Page:Viollis - Le secret de la reine Christine, 1944.djvu/48

Cette page a été validée par deux contributeurs.
44
LE SECRET DE LA REINE CHRISTINE

— Une petite fille bien tourmentée et que des peurs macabres réveillèrent la nuit longtemps après le départ de ma mère. Je me souviens notamment qu’une veille de Pâques, mon précepteur, Jean Matthiae, m’emmène au prêche. Il s’agit du jugement dernier et le prédicateur est éloquent. J’entends comme si j’y étais déjà la terrible trompette qui réveille les morts. Je vois les squelettes sortir de leurs tombes en dansant, la mâchoire branlante, leurs orbites caves emplies de flammes. Mon père est là. Il veut comme autrefois me saisir dans ses bras. Mais ce ne sont que de grands os durs qui m’entrent dans la chair. Je me débats, je crie, je m’évanouis. Il faut m’emporter. Je demande ensuite à Matthiae :

— Vous ne m’avez jamais parlé de ce terrible jugement. Est-ce cette nuit qu’il aura lieu ?

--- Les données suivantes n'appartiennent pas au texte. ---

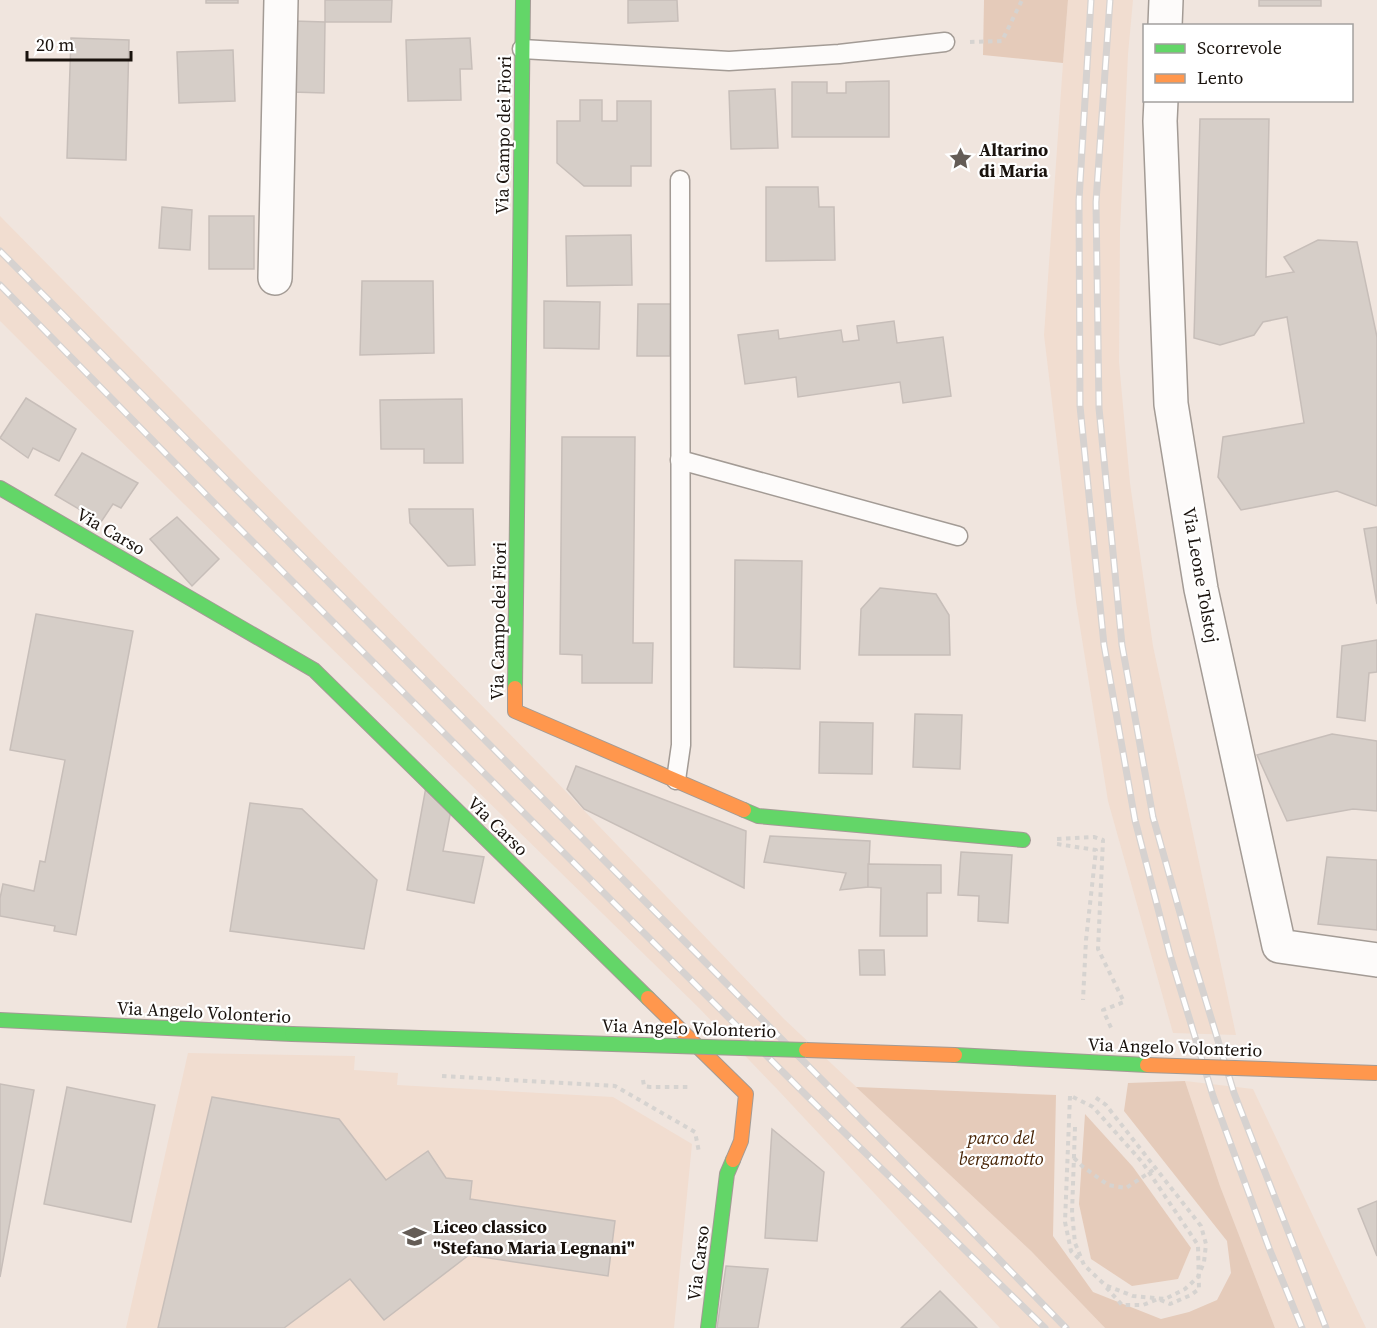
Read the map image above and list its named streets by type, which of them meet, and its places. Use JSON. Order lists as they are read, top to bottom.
{
  "streets": {
    "street": [
      "Via Campo dei Fiori",
      "Via Carso",
      "Via Leone Tolstoj",
      "Via Angelo Volonterio"
    ]
  },
  "parks": ["parco del bergamotto"],
  "places": {
    "place": ["Altarino di Maria"],
    "school or university": ["Liceo classico \"Stefano Maria Legnani\""]
  },
  "legend": ["Scorrevole", "Lento"],
  "scale_bar": "20 m"
}
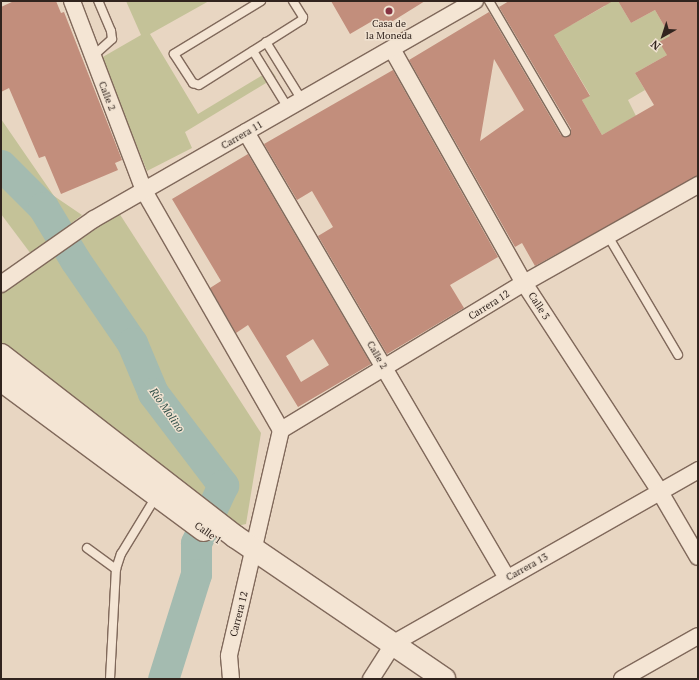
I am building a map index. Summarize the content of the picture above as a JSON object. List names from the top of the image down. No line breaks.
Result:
{"streets":{"main road":["Calle 1"],"street":["Calle 2","Carrera 11","Carrera 12","Calle 3","Carrera 13"]},"crossings":[["Calle 2","Carrera 11"],["Calle 2","Carrera 12"],["Calle 2","Carrera 13"],["Carrera 11","Calle 3"],["Carrera 12","Calle 3"],["Carrera 12","Calle 1"],["Calle 3","Carrera 13"],["Calle 1","Carrera 13"]],"water":["Río Molino"],"places":["Casa de la Moneda"],"north":"bottom left"}
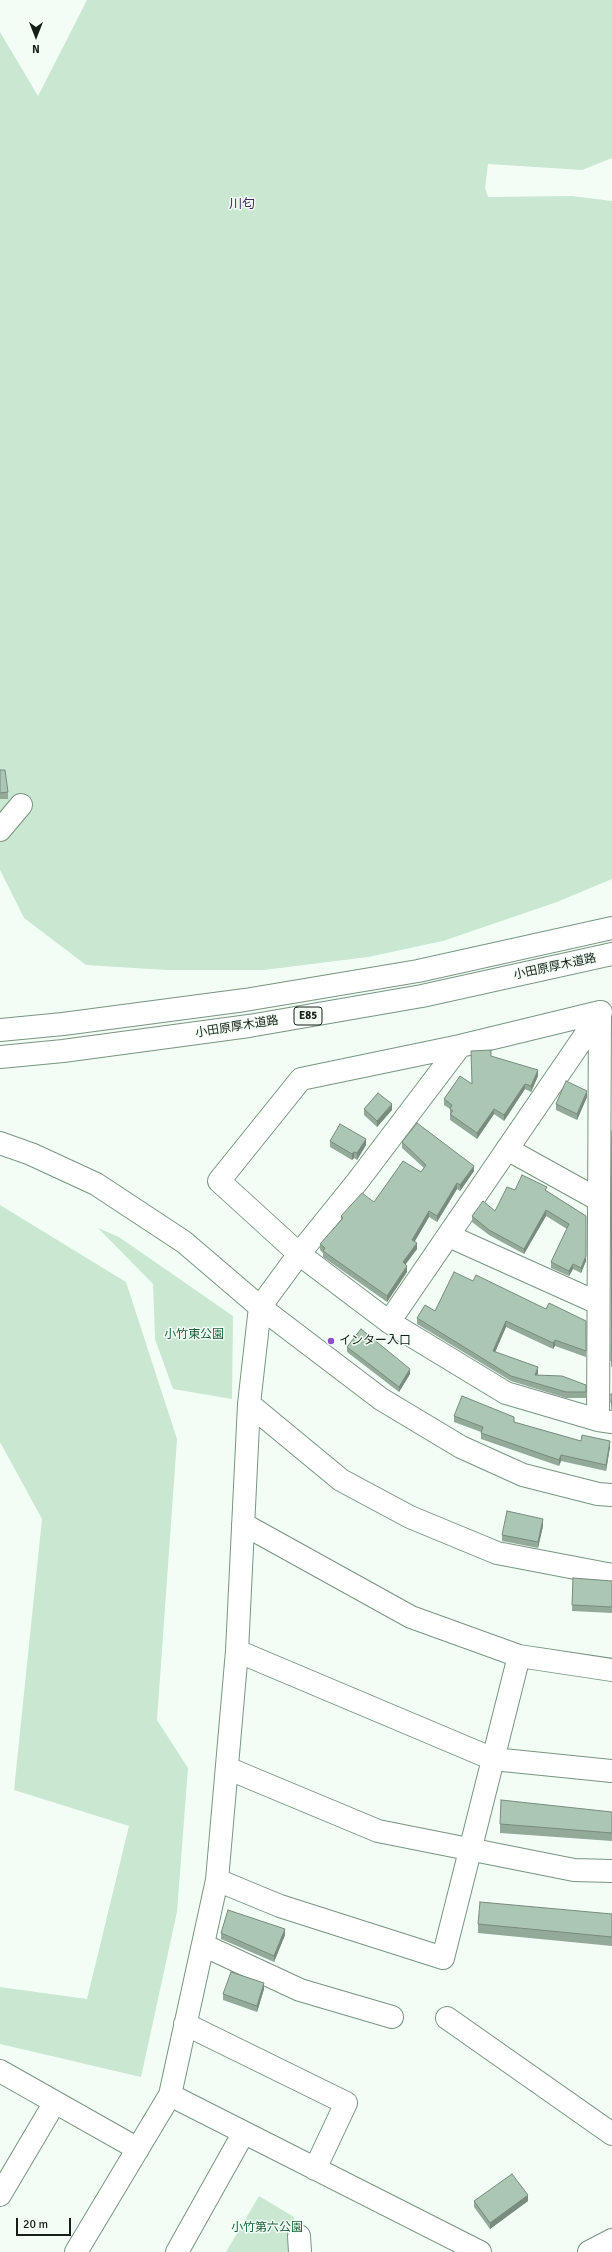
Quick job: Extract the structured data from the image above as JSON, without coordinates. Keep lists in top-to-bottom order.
{
  "streets": {
    "main road": ["小田原厚木道路", "E85"]
  },
  "districts": ["川匂"],
  "parks": ["小竹東公園", "小竹第六公園"],
  "places": ["インター入口"],
  "scale_bar": "20 m",
  "north": "bottom"
}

Mais Matthiae se met à rire :

— Ne craignez rien, mon enfant, vous entrerez au paradis des reines, mais, pour pénétrer dans ce beau pays, il faut prier, il faut être bien sage…

— L’année suivante, continua Christine, même sermon. Mais cette fois, l’effet fut nul. Je demandai seulement en souriant à mon précepteur :

« Est-ce que tout ce qu’on enseigne dans la religion luthérienne est aussi… cocasse que ce jugement dernier ? » Le cher homme fit un bond de carpe. Il me rabroua durement, parla même de me donner le fouet. Trop tard. Je ne croyais plus à la religion dans laquelle je fus élevée, j’appris seulement à dissimuler et me fis une religion à ma mode.

Ebba se pencha vers elle, le visage bouleversé :

— Que dis-tu là, Christine ? J’ai entendu murmurer ces derniers temps que tu voulais te convertir à la foi catholique. Serait-ce vrai ?

— Tout à l’heure… Je te dirai… Rien n’est encore décidé…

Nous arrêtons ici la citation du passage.